**WHAT IS EXPECTED:**
Throughout the material below, tally the lines containing "nowrap" and give the total with no accompanying text.

**RECORDS FOR THE TASK:**

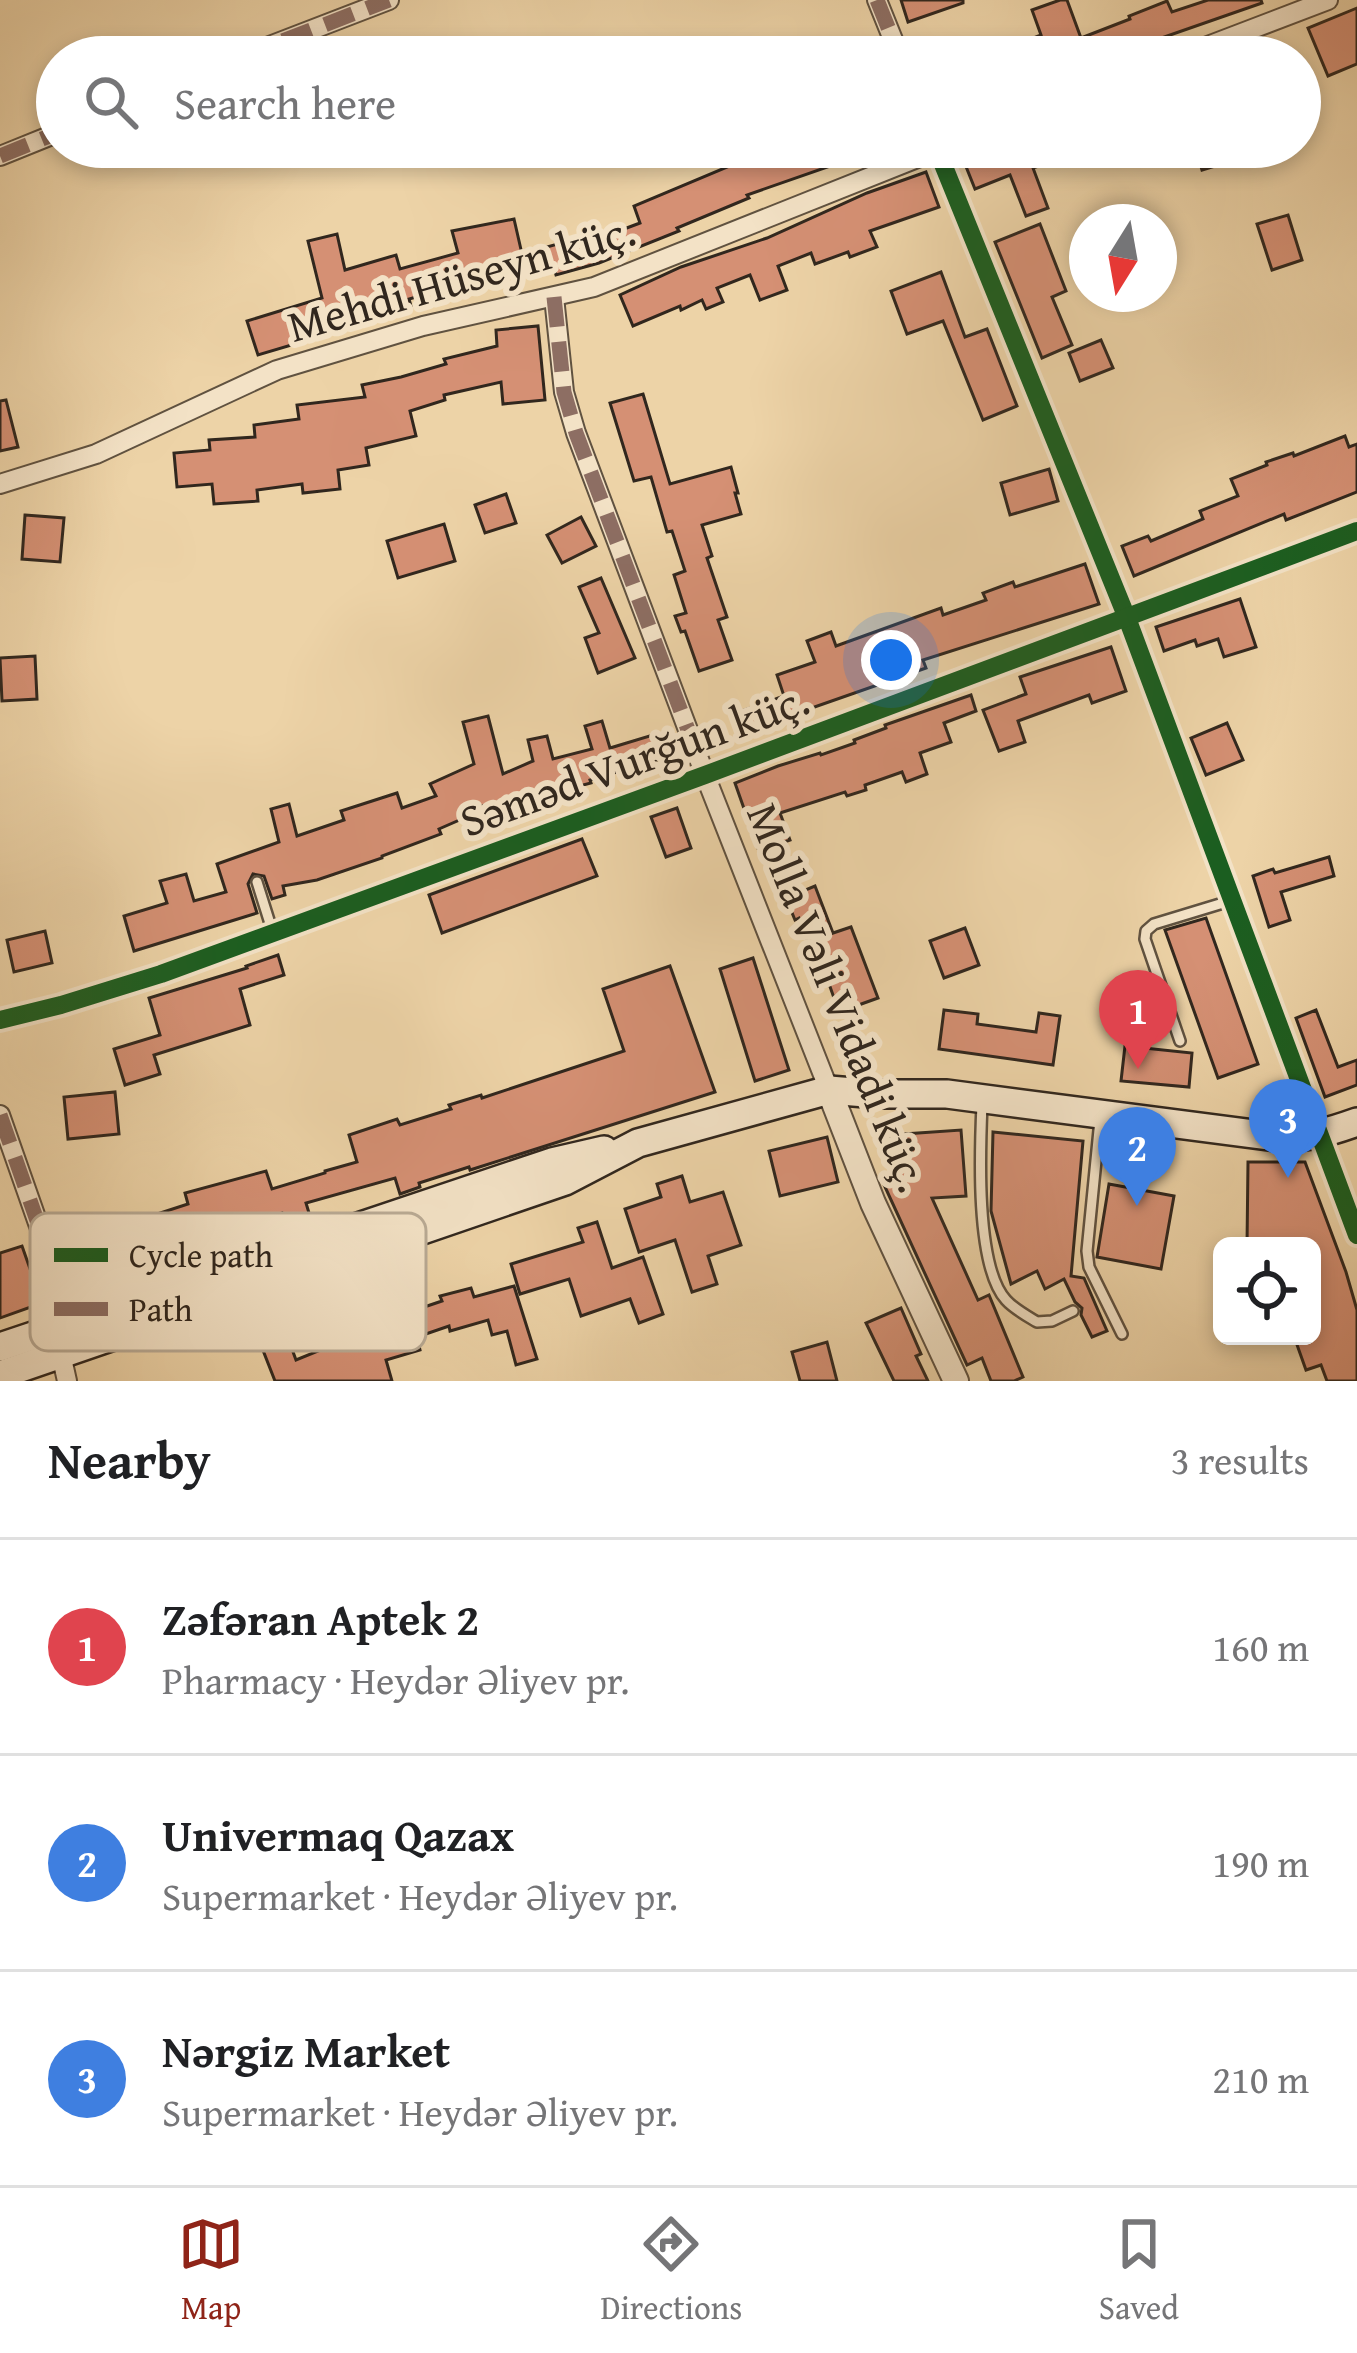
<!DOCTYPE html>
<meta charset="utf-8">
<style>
:root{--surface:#fff;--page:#f2f2f2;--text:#202124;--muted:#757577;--line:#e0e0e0;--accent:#8f2418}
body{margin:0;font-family:"Gentium Book Plus",serif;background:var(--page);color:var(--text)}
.controls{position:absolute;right:36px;bottom:36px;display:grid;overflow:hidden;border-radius:18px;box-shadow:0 6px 18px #0003}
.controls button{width:108px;height:108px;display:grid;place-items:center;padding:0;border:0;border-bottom:3px solid var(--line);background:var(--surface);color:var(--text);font:60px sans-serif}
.compass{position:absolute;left:1069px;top:204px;width:108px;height:108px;border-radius:50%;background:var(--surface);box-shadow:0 6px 18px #0003;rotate:191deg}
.you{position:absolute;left:891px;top:660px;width:42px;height:42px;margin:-30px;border:9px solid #fff;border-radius:50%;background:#1a73e8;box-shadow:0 0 0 18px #1a73e833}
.badge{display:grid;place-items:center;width:78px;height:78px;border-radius:50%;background:var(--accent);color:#fff;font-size:39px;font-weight:700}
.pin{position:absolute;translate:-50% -99px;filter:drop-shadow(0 3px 6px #0008)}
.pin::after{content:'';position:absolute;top:63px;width:42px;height:36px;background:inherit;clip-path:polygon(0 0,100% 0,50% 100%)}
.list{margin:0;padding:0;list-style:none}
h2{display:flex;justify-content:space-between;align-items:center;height:156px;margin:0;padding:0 48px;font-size:51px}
h2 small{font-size:39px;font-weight:400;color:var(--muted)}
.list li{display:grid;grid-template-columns:78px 1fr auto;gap:36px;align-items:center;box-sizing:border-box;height:216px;padding:0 48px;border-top:3px solid var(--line)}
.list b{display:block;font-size:45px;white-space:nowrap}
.list p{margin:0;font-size:39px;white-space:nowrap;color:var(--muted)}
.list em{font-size:39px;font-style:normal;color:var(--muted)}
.icon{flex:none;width:66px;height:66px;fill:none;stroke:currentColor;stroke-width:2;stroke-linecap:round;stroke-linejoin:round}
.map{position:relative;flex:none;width:1357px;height:1381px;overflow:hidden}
.search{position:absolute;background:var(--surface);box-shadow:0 6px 18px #0003;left:36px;right:36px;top:36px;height:132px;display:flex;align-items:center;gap:30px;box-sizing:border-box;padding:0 42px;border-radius:66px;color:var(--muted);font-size:45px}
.sheet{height:804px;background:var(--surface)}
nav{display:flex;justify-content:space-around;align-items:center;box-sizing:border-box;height:168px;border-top:3px solid var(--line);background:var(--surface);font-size:33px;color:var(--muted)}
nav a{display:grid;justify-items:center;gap:6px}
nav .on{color:var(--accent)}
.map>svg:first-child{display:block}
</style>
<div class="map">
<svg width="1357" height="1381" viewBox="0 0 1357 1381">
<rect width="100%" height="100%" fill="#edd3a7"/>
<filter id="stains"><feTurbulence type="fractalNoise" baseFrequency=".00167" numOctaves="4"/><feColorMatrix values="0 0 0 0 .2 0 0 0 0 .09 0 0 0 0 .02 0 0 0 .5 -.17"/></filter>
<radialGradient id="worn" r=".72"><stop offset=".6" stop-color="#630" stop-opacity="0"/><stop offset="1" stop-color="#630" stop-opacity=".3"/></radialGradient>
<g fill="#d59074" stroke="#31271e" stroke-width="3">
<polygon points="901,0 963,0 963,3 908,22"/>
<polygon points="1060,0 1067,0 1081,38 1130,19 1129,16 1167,1 1172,12 1208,0 1261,0 1262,3 1107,57 987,57 1041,35 1032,10"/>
<polygon points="1357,8 1357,64 1328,76 1308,28"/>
<polygon points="739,147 879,149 747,195 749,198 677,228 679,231 599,263 556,275 553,264 467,287 465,283 409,299 411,306 304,337 305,341 258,355 247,321 322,298 308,241 337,234 345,270 396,255 400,269 458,253 452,231 514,219 522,254 590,235 592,241 640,223 634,206 744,160"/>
<polygon points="993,147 1085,147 1086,149 1033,168 1048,208 1026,216 1010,175 975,189 963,159"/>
<polygon points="1195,147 1223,147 1228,162 1202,170"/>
<polygon points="926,172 939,207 870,231 877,247 850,257 848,252 815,264 811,253 778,266 787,290 760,300 750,275 717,288 723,302 706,309 702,300 681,310 680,306 633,326 620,295 681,267 767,238 867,193"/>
<polygon points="1288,215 1302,260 1272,270 1257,224"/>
<polygon points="1040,224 1066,291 1052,297 1072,345 1042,358 995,242"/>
<polygon points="941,272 965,337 987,329 1017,406 983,420 943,321 907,334 891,291"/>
<polygon points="538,326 545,400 503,404 501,382 444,395 445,400 410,411 416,436 366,448 369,465 338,470 340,489 303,493 302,484 257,490 258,501 214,504 212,484 177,487 174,453 210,450 209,440 255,437 254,425 299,419 297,405 365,397 362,385 401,377 446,364 444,359 497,346 496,330"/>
<polygon points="1101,340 1113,368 1080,381 1069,353"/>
<polygon points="643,394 670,484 731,467 738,493 735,493 741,514 702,525 712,556 707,558 727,617 718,620 732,660 699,671 685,631 681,632 675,616 686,613 674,575 685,571 672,531 667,532 651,477 634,481 610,403"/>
<polygon points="6,400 18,447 0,451 0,401"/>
<polygon points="1345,436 1349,447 1357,444 1357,492 1286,520 1284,514 1134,576 1122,546 1148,536 1151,541 1203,519 1200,511 1238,496 1231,479 1267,465 1266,462 1293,453 1294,456"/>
<polygon points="1049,469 1058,501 1010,515 1001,483"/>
<polygon points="506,494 516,523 485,533 475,505"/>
<polygon points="25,515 64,518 60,562 22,559"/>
<polygon points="581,517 596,546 562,563 547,535"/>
<polygon points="444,524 455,561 398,578 387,541"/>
<polygon points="1085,564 1099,604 923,660 926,668 743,732 736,713 784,696 777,675 815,662 807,641 831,632 836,646 941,608 943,615 986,600 983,593 1013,582 1015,587"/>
<polygon points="601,578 635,658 598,673 585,638 599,633 579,587"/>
<polygon points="1240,599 1256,647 1224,657 1218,639 1197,646 1195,640 1164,651 1156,627"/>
<polygon points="1111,647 1126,691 1092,703 1089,695 1018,721 1025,742 999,751 983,710 1026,694 1020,677"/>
<polygon points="35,656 37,699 2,701 0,658"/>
<polygon points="971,695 976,711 944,723 951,742 920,753 927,774 906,782 902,772 865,785 866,790 847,796 845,792 780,813 790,840 759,851 735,783 778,766 820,753 821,755 855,743 854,740 886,728 885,725"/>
<polygon points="488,716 503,774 533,761 528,740 547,736 553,759 592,749 585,726 602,721 610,748 656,734 664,758 590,780 591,783 545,795 520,805 517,797 470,809 473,814 439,829 441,834 382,856 382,858 317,880 283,886 285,895 272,899 264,876 253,874 248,884 257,913 134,951 124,916 167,903 160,881 186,874 194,901 226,892 217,864 279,842 271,809 289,804 297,836 344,820 341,811 397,793 402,808 436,796 430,784 474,764 463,722"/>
<polygon points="1227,723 1243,760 1206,775 1191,738"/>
<polygon points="677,808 691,848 666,857 651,817"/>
<polygon points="582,839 597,876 442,933 429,895"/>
<polygon points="1329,857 1334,876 1281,892 1290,920 1269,927 1253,876 1273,869 1275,873"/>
<polygon points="815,886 833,933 851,927 878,998 839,1012 822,964 816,967 799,918 795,920 786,898"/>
<polygon points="1206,918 1258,1064 1218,1078 1165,930"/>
<polygon points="965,928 979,965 944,978 930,941"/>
<polygon points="45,931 52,963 14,972 7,940"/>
<polygon points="278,955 284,975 240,989 250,1025 154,1055 160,1074 125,1085 114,1049 160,1035 149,998 247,968 246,966"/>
<polygon points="753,958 789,1070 755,1081 720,969"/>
<polygon points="670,966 715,1092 470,1170 469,1167 419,1183 420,1187 400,1194 395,1178 306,1203 312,1223 287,1230 282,1213 233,1227 238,1247 202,1256 197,1239 162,1250 151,1216 188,1204 185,1193 266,1171 272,1189 325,1173 325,1171 357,1162 349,1135 397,1119 400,1125 451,1109 449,1105 481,1095 482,1098 624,1051 603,989"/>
<polygon points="944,1010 978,1014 977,1024 1036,1032 1039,1013 1060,1016 1053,1065 939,1049"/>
<polygon points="1316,1010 1338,1067 1357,1060 1357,1085 1325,1097 1296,1018"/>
<polygon points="1125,1046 1192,1053 1189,1087 1121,1081"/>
<polygon points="115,1092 119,1134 68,1139 64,1097"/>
<polygon points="961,1130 966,1196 932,1198 978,1300 989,1295 1023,1377 1014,1381 991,1381 982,1358 967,1365 880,1176 893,1171 890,1135"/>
<polygon points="993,1132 1083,1141 1071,1276 1084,1278 1107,1331 1092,1337 1081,1315 1082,1308 1075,1302 1064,1279 1045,1289 1037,1271 1011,1284 991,1211"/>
<polygon points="827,1137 838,1182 780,1196 769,1151"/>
<polygon points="1248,1162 1305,1162 1346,1272 1357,1310 1357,1381 1327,1381 1321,1365 1306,1370 1296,1342 1312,1336 1312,1246 1247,1246"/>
<polygon points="682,1176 690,1202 723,1192 741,1245 708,1256 717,1284 692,1292 675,1240 639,1252 625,1209 661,1197 657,1184"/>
<polygon points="1109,1184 1174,1196 1161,1269 1097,1257"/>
<polygon points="597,1222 612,1268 643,1257 663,1314 639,1323 630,1299 581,1316 569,1279 520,1294 511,1264 583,1242 578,1228"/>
<polygon points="22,1246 42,1303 0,1318 0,1253"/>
<polygon points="514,1286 537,1359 516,1365 507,1331 492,1335 488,1320 450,1331 449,1326 417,1337 420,1350 386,1360 392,1381 275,1381 259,1340 285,1330 296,1360 355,1336 353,1331 442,1301 440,1296 471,1288 474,1297"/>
<polygon points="901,1308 921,1354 916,1356 928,1381 894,1381 866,1323"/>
<polygon points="827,1342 837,1381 800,1381 792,1352"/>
</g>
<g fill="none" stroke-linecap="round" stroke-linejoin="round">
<g stroke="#605240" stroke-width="14">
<g id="service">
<polyline points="257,882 273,933"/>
<polyline points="1180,1041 1145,939 1146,931 1154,924 1233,900"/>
<path d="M982 1104C980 1149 975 1266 1006 1300 1014 1309 1027 1316 1037 1322L1052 1321 1073 1311"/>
<polyline points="1100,1120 1087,1251 1089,1267 1122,1334"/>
</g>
</g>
<g stroke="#605240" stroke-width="22">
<g id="minor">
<polyline points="877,0 900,57"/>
<polyline points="241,57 389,0"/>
<polyline points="1179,57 1328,0"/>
<polyline points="936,147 1127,618 1357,1235"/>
<polyline points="0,156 57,133"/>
<polyline points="554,297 564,392 576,433 705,775 829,1090"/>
<polyline points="0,484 96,454 277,370 423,326 594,287 945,147"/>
<polyline points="0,1020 61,1005 161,974 705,775 1357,531"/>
<polyline points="0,1115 73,1323"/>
<polyline points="61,1354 67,1381"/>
</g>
</g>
<g stroke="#605240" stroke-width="28">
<polyline id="tertiary" points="829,1090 873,1203 956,1381"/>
</g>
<g stroke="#31271e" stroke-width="32">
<g id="secondary">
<polyline points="0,1347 552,1162 604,1150"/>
<path d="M0 1375 565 1181 638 1143 829 1090 878 1094H947L1276 1137C1306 1139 1329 1132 1357 1122"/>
</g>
</g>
<polyline stroke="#31271e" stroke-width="3" stroke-dasharray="3 6" stroke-linecap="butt" points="1140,1190 1148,1146"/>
<use href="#service" stroke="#f3e2c6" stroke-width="9"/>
<use href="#minor" stroke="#f3e2c6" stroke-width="18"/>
<use href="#tertiary" stroke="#f3e2c6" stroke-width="24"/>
<use href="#secondary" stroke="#f3e2c6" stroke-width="27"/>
<g stroke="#8d6e63" stroke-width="15" stroke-dasharray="30 15" stroke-linecap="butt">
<polyline points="877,0 900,57"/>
<polyline points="241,57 389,0"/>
<polyline points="0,156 57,133"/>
<polyline points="554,297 564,392 576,433 705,775"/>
<polyline points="0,1115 73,1323"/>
</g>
<g stroke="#f3e2c6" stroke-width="26">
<g id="cycleway">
<polyline points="936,147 1127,618 1357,1235"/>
<polyline points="0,1020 61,1005 161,974 705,775 1357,531"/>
</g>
</g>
<use href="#cycleway" stroke="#1b5e20" stroke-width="18"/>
</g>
<g text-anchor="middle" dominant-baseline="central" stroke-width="12" stroke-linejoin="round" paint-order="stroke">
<g font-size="45" fill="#31271e" stroke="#f3e2c6">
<text transform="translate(461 277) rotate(-16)">Mehdi Hüseyn küç.</text>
<text transform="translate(634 759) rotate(-20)">Səməd Vurğun küç.</text>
<text transform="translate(839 997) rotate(68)">Molla Vəli Vidadi küç.</text>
</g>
</g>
<rect x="30" y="1213" width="396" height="138" rx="18" fill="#f3e2c6" stroke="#b9aa94" stroke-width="3"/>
<rect x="54" y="1248" width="54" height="14" fill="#1b5e20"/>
<rect x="54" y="1302" width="54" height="14" fill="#8d6e63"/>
<g font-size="33" fill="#31271e">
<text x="129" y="1267">Cycle path</text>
<text x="129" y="1321">Path</text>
</g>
<rect width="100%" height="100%" filter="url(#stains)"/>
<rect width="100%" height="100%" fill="url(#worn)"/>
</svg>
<div class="controls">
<button><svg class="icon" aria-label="locate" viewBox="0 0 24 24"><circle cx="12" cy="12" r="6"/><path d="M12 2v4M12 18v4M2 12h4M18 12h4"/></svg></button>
</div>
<svg class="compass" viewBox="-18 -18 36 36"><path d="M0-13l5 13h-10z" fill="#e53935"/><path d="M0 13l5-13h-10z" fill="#757577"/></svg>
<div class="you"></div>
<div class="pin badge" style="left:1138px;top:1069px;background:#e0444e">1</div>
<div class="pin badge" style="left:1137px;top:1206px;background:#3f7fe0">2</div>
<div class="pin badge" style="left:1288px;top:1178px;background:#3f7fe0">3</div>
<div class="search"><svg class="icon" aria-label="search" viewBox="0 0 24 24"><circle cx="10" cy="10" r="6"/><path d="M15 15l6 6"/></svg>Search here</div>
</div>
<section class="sheet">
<h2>Nearby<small>3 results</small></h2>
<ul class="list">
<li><span class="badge" style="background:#e0444e">1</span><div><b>Zəfəran Aptek 2</b><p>Pharmacy · Heydər Əliyev pr.</p></div><em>160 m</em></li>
<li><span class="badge" style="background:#3f7fe0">2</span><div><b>Univermaq Qazax</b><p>Supermarket · Heydər Əliyev pr.</p></div><em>190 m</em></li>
<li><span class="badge" style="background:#3f7fe0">3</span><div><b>Nərgiz Market</b><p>Supermarket · Heydər Əliyev pr.</p></div><em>210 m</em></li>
</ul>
</section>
<nav>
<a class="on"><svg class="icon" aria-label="map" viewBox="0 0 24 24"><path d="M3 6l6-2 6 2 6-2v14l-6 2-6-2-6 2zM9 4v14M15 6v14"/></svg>Map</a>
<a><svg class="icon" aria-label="directions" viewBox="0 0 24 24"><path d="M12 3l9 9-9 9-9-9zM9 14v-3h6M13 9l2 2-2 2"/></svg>Directions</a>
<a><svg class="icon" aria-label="saved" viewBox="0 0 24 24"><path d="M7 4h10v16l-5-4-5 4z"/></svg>Saved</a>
</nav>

**TASK RESULT:**
2